The “yellow vest” protests, so called for the garment donned by demonstrators, first erupted in France on November 17 and began as grassroots protests over a planned hike in fuel taxes. But the movement has since expanded to encompass a range of grievances, from dissent over education reforms to French President Emmanuel Macron’s perceived bias in favor of the wealthy. Protests have spread from working-class citizens in the French provinces to the heart of the country’s capital city. Over the past four weekends, thousands of demonstrators have taken to the streets, some of them smashing windows, looting stores and setting cars on fire.
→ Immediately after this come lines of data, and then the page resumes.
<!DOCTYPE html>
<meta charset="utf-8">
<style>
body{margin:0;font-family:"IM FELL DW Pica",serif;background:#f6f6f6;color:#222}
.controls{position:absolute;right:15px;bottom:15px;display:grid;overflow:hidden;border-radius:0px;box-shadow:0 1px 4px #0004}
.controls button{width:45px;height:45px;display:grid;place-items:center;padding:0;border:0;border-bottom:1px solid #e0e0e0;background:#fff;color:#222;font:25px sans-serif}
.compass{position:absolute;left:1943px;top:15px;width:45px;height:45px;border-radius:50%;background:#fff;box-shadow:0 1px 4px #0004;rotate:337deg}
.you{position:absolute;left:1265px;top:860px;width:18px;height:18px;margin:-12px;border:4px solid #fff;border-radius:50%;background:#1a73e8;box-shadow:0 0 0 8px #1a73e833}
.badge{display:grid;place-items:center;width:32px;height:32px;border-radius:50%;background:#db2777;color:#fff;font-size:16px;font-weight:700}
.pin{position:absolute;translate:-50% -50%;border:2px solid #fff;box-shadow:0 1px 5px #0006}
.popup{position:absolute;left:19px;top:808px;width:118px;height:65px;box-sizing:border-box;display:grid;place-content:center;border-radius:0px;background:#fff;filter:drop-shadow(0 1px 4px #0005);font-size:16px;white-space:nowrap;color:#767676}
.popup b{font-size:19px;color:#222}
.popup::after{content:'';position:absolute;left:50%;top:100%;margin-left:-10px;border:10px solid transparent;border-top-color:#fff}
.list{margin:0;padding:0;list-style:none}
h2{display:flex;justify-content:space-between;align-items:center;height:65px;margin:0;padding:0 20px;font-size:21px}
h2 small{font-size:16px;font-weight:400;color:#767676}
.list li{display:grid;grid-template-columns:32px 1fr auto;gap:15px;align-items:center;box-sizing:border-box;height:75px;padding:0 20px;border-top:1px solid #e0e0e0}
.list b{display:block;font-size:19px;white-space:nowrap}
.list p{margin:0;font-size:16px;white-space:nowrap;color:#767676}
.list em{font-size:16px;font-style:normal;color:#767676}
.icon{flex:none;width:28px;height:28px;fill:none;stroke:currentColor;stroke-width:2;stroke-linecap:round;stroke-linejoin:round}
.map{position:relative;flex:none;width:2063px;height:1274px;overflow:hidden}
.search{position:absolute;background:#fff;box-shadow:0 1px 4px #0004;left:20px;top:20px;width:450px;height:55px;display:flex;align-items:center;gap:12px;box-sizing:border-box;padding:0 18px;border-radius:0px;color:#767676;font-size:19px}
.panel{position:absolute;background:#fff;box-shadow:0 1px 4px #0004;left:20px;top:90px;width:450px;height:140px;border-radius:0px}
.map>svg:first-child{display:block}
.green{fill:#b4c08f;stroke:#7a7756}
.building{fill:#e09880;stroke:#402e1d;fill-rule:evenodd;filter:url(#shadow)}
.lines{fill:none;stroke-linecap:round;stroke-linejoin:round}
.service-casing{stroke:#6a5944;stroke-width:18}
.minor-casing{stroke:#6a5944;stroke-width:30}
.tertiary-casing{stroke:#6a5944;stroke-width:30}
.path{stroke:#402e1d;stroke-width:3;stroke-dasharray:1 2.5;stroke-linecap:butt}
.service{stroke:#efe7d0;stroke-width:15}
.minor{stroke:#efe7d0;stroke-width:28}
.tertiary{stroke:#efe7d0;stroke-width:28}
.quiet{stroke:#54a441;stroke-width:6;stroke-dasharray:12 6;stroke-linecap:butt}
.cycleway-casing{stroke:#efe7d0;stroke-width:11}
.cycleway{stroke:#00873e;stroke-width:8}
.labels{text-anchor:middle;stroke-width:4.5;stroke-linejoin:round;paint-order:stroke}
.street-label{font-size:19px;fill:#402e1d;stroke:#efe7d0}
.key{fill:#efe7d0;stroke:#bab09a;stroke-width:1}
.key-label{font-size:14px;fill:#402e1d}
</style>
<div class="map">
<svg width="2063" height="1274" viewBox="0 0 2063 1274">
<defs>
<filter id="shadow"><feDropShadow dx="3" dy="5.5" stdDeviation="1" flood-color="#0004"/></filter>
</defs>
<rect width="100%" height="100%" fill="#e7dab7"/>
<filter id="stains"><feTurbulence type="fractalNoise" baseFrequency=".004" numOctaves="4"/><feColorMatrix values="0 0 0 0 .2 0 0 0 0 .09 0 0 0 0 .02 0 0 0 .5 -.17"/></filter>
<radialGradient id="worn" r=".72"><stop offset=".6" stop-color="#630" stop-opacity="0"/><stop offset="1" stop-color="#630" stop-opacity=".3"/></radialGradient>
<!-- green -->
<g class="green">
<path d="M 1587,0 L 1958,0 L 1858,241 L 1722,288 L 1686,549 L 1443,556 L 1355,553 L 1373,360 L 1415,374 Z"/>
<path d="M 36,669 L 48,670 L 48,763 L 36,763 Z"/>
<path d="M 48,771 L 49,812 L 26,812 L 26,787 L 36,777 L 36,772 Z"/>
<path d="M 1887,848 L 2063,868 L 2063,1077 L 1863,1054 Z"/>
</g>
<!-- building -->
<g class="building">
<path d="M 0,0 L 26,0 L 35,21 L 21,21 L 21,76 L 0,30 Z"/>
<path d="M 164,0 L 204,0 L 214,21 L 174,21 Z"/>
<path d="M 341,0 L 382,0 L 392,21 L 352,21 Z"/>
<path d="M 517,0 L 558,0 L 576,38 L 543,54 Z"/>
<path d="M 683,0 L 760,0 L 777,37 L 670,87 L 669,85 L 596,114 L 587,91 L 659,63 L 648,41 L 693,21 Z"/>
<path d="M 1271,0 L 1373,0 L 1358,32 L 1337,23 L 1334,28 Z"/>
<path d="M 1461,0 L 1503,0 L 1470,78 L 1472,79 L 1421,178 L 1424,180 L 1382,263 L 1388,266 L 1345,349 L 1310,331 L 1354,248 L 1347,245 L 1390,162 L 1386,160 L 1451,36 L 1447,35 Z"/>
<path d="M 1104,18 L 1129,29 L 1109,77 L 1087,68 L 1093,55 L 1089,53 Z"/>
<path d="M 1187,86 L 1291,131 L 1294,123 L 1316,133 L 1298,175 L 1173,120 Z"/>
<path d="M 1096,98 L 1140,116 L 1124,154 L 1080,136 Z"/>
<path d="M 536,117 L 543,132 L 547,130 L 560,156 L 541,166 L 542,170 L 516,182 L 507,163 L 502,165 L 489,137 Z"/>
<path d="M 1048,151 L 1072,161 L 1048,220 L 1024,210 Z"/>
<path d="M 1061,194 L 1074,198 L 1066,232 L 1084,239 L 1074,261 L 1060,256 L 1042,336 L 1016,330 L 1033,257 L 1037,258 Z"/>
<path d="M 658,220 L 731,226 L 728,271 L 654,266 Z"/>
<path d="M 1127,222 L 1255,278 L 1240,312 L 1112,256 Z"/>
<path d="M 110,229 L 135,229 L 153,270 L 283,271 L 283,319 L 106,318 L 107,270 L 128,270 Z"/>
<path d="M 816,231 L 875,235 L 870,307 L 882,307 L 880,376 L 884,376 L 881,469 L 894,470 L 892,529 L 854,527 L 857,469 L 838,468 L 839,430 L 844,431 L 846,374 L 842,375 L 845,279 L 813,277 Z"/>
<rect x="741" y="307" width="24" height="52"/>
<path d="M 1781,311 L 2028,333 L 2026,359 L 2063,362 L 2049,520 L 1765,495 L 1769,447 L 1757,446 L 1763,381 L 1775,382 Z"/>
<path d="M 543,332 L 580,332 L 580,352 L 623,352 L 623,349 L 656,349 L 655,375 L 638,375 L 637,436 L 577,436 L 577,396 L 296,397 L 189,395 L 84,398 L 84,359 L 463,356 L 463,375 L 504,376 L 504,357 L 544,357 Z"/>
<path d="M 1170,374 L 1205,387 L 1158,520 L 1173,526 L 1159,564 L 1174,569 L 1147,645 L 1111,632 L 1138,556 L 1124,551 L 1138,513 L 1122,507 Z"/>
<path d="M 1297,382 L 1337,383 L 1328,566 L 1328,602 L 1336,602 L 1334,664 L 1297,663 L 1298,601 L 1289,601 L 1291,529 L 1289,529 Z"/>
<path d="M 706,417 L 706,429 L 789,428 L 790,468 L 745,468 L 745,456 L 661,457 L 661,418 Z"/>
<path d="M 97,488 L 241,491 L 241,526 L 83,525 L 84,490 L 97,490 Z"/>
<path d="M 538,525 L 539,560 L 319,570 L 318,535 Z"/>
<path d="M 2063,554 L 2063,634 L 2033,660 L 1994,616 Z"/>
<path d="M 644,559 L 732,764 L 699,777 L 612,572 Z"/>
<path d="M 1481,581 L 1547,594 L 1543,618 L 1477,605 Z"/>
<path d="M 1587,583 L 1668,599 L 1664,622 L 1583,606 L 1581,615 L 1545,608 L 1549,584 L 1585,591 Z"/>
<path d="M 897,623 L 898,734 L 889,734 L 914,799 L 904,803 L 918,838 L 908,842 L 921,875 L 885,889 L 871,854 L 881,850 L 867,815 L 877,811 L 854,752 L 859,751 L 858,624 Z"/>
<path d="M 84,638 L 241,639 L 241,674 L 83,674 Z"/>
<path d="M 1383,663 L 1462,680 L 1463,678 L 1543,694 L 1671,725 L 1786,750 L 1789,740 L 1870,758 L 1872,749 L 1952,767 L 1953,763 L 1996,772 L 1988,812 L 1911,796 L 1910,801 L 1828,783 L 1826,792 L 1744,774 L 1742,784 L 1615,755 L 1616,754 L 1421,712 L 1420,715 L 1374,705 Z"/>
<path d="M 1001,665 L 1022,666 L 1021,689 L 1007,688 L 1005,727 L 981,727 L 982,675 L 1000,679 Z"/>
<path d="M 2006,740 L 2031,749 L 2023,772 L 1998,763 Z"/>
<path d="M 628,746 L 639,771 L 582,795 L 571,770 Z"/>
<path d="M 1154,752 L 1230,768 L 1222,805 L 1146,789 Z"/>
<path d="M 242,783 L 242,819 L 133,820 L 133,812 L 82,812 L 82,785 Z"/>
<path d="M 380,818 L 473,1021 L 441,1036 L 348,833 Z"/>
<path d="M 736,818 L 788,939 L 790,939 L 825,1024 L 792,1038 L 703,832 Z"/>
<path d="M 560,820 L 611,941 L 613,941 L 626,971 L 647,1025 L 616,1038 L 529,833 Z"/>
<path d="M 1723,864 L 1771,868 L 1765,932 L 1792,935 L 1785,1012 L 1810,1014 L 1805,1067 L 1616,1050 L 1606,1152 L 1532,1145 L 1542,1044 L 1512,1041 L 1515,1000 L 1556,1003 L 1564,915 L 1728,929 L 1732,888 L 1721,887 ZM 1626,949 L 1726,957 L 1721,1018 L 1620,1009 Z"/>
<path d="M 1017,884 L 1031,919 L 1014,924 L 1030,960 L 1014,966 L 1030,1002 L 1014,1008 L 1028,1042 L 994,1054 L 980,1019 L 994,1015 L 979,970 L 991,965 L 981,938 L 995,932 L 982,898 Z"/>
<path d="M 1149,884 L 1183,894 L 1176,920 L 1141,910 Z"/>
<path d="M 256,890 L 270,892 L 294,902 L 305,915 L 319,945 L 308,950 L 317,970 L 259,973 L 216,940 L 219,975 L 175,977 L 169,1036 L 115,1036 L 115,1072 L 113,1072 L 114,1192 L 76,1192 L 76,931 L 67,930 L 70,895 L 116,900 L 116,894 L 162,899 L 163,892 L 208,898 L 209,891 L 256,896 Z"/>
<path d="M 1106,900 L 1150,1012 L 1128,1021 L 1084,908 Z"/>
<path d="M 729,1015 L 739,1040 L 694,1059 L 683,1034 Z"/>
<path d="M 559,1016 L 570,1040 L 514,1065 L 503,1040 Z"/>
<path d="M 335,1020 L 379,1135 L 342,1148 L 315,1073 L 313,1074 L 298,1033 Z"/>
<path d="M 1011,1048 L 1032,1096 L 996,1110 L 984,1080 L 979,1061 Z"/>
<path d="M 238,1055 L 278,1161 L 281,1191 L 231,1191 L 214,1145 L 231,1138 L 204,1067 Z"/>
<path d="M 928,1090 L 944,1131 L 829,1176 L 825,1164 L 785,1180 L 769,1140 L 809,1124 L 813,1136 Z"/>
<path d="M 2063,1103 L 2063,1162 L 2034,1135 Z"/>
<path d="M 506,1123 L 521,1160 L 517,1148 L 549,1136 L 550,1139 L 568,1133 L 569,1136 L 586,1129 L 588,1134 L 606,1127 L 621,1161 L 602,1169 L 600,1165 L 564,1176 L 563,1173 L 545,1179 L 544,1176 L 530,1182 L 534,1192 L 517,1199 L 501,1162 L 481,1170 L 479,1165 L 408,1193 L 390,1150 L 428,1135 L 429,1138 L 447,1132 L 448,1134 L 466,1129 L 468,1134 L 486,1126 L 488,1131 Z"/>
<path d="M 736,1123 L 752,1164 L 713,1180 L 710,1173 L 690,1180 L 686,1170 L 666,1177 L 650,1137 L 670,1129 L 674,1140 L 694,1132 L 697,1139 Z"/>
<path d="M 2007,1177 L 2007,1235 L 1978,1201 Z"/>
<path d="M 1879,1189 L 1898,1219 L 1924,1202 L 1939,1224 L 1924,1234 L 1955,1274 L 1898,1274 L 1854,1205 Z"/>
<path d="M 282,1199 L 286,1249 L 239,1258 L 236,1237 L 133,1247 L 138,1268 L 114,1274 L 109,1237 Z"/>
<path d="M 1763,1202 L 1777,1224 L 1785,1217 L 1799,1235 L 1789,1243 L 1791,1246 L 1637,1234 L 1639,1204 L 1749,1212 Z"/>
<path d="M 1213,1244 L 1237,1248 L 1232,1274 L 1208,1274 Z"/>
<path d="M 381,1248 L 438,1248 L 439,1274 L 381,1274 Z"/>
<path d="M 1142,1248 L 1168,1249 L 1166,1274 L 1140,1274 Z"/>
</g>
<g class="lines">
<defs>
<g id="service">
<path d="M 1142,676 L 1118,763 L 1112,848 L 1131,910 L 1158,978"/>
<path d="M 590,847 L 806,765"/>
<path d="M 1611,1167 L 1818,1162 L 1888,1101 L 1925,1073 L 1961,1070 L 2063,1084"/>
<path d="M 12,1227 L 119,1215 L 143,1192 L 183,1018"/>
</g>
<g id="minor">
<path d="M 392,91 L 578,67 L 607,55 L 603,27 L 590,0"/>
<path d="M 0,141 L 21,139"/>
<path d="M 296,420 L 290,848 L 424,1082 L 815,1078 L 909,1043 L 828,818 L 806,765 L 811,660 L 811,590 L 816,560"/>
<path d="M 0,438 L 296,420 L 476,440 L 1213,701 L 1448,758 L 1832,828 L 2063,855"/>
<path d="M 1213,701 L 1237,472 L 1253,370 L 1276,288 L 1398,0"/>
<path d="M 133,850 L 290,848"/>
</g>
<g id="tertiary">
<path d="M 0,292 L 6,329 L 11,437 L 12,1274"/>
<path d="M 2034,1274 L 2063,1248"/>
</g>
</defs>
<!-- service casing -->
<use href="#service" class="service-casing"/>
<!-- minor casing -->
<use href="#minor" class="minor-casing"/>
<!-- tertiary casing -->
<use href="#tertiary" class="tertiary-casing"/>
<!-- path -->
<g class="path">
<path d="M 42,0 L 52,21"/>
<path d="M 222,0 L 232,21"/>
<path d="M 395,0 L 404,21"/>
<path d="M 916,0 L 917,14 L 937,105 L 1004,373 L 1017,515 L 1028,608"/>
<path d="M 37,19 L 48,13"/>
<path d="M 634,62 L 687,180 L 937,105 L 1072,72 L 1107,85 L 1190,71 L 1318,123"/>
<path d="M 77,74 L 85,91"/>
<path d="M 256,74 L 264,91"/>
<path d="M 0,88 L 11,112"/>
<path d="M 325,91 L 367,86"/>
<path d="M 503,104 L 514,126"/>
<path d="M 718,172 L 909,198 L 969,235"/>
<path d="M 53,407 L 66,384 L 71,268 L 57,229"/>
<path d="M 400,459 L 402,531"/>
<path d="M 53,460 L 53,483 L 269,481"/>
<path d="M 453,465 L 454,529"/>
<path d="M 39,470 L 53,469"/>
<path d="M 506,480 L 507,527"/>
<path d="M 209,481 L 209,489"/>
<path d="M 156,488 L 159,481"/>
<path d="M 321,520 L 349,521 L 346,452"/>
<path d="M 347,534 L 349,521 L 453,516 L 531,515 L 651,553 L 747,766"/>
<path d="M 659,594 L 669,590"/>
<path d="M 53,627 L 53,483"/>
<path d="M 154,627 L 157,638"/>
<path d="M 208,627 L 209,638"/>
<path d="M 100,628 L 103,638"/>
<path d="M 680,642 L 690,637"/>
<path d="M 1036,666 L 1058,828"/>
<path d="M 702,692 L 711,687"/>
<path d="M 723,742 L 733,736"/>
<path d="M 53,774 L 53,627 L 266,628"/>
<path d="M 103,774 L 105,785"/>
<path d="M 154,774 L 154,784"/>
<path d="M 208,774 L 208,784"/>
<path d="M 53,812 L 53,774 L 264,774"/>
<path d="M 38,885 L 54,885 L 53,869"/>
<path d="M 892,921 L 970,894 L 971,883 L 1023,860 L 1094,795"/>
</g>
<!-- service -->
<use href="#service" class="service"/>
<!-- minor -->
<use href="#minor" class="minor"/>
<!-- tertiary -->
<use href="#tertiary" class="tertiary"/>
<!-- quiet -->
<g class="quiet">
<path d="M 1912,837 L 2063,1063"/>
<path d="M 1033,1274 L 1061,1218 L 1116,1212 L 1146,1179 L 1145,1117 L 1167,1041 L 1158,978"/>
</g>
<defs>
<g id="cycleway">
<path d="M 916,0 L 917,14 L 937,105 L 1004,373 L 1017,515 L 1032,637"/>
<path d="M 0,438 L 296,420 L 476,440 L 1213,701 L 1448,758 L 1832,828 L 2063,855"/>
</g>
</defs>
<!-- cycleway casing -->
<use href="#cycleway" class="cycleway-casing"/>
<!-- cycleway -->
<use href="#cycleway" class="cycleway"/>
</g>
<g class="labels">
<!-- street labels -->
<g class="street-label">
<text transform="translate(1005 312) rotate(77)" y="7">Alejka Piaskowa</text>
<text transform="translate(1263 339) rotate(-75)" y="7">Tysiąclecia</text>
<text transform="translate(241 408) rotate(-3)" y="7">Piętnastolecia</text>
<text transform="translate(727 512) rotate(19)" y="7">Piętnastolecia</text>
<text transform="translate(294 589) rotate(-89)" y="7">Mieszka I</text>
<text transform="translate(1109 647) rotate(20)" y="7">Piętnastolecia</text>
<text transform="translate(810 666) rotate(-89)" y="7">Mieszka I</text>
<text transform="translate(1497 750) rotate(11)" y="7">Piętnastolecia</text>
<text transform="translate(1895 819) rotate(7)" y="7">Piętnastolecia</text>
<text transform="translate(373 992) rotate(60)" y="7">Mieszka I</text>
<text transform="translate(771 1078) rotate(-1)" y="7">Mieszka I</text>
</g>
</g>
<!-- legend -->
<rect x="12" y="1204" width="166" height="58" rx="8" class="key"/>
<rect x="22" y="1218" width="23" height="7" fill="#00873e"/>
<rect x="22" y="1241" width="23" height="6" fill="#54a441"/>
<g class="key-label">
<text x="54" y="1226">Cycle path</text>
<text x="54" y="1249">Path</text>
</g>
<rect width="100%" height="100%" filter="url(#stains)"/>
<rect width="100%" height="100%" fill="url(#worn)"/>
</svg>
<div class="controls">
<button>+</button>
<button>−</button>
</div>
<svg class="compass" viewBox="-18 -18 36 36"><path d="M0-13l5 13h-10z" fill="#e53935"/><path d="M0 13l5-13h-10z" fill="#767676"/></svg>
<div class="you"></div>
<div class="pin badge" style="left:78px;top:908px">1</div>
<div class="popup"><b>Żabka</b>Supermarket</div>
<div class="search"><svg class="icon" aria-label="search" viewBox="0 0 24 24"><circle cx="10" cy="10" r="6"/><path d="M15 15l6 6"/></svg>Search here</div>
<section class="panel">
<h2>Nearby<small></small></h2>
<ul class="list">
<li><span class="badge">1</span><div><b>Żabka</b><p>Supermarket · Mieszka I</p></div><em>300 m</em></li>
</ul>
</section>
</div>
Commissioned in 1806 as a tribute to the military victories of Napoleon I, the Arc de Triomphe has been a “focal point” of the recent protests, according to the Agence France-Presse. On December 1, a crowd of demonstrators attacked the monument. They spray-painted it with slogans like “The yellow vests will win,” and “Macron resign.” They broke into a small museum inside the monument, smashing sculptures—including a statue of Marianne, the symbol of the French Republic—breaking into display cases, and looting commemorative medals and other objects. They stamped out the flame that burns on the Tomb of the Unknown Soldier, which sits beneath the arch and honors those who died fighting for France in World War I.

The Arc de Triomphe was not the only site affected by the violent protests. The Eiffel Tower and the Louvre shut down last Saturday amidst the riots, shops boarded up their windows to prevent looting and the tony Champs-Élysées avenue, which is crowned by the Arc de Triomphe, was littered with tear gas canisters. But it was the vandalization of France’s famed arch that seems to have hit a particularly painful nerve.

Ten different companies were involved in extensive repairs of the Arc de Triomphe, which involved powerwashing graffiti from the monument and making repairs to furniture in the museum gift shop. Police were able to recover some of the looted items from protestors who were arrested during the riot.

Artworks damaged during the attack are still undergoing repairs, among them a bust of Napoleon. The Napoleon Foundation, which preserves Napoleonic works, has loaned another bust to the Arc de Triomphe, to be displayed while the original is out for restoration.